Darach Ennis writes:

> Hi guys,
> I have 4 kids under 10 years of age. They all program at some level except
> for the 2 year old. Although
> the 2 year old is already familiar with squishy circuits
> http://courseweb.stthomas.edu/apthomas/SquishyCircuits/
> and conductive paint http://www.bareconductive.com/. So, the fact that
> diodes (namely LEDs) are directional (only
> work one way around) are familiar concepts to them from a young age.
> A good introductory language is scratch (http://scratch.mit.edu/)
> followed by Python (from about 7 years of age depending on the child,
> python works very well, the
> strict syntax is a benefit too). Python has excellent resources for kids
> and parents the "Python for Kids" book in
> http://www.amazon.co.uk/Python-Kids-Playful-Introduction-Programming/dp/1593274076/ref=sr_1_1?ie=UTF8&qid=1402920402&sr=8-1&keywords=python+for+kids
> which is playful.
I agree. Scratch is a good play to start.

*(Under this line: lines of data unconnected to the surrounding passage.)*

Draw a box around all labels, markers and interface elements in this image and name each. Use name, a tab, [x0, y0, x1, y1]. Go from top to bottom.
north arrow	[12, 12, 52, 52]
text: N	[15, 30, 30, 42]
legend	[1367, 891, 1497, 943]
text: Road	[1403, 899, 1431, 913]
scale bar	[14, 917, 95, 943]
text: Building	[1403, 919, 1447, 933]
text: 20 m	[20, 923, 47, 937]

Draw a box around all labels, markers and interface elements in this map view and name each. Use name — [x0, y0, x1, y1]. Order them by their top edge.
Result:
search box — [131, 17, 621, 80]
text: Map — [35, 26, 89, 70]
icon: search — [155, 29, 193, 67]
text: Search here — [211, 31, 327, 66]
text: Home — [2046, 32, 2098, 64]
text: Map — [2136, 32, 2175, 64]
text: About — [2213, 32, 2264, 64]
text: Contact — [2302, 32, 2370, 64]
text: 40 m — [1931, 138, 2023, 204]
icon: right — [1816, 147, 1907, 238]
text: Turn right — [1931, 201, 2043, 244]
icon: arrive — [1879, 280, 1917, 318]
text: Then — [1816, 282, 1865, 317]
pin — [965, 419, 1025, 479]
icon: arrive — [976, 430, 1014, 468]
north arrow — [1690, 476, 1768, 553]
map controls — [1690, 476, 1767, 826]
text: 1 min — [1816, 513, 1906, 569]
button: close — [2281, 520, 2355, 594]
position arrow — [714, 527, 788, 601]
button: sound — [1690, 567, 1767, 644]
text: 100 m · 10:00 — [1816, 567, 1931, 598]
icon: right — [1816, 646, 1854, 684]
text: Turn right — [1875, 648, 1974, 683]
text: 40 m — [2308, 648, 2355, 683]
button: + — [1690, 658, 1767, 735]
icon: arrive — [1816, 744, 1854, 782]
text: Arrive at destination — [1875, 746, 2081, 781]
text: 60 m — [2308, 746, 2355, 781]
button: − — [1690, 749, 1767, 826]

> These are good starts but alone may not keep all children's interest. For
> this, tactile and interactive
> experiences are far better teaching aids. I use robotics, electronics,
> crafts together with scratch and
> python.
Makes total sense.
> With a basic feel for logic, structure and feedback from programming tools
> (with assistance) then
> Erlang would be a good next step. Torben is probably right with respect to
> age group by setting it
> to mid high school level. Elixir, also, would probably be an easier
> language to teach and to learn
> with fringe benefits (namely learning Elixir) for some of us...
Yes, they must be polyglots and then we move them into the E-world!
> Kids program in their own time too. Games like minecraft reward pattern
> matching, for example.
> Far more important, in my experience, is allowing the kids drive the agenda
> and stepping back to
> assist, guide and encourage. As Mark points out, quick results are
> important so that the experience
> is playful and rewarding enough to keep interest levels high. For this, we
> would need a course that
> is fun, playful and assists both the teacher and student. Libraries like
> erlang-ale that allow interaction
> with cheap hardware such as arduino or raspberry pi also help to bring the
> subject to life.
I'm still torn here - how do we balance the motivational aspect of hardware with the
potential drain of time? Is the motivation simply enough to endure fighting with
hardware? How does one mitigate that risk? I'm not a hardware guy, so I would be
swimming upstream in such a set-up...

> Another line of questioning exists around what to teach? Teach
> Erlang/Elixir the languages or
> teach the philosophy? A bit of both? I think the philosophy and modes of
> thinking are far more important...
I agree.

I think the chain is something like this: problem - thinking - programming.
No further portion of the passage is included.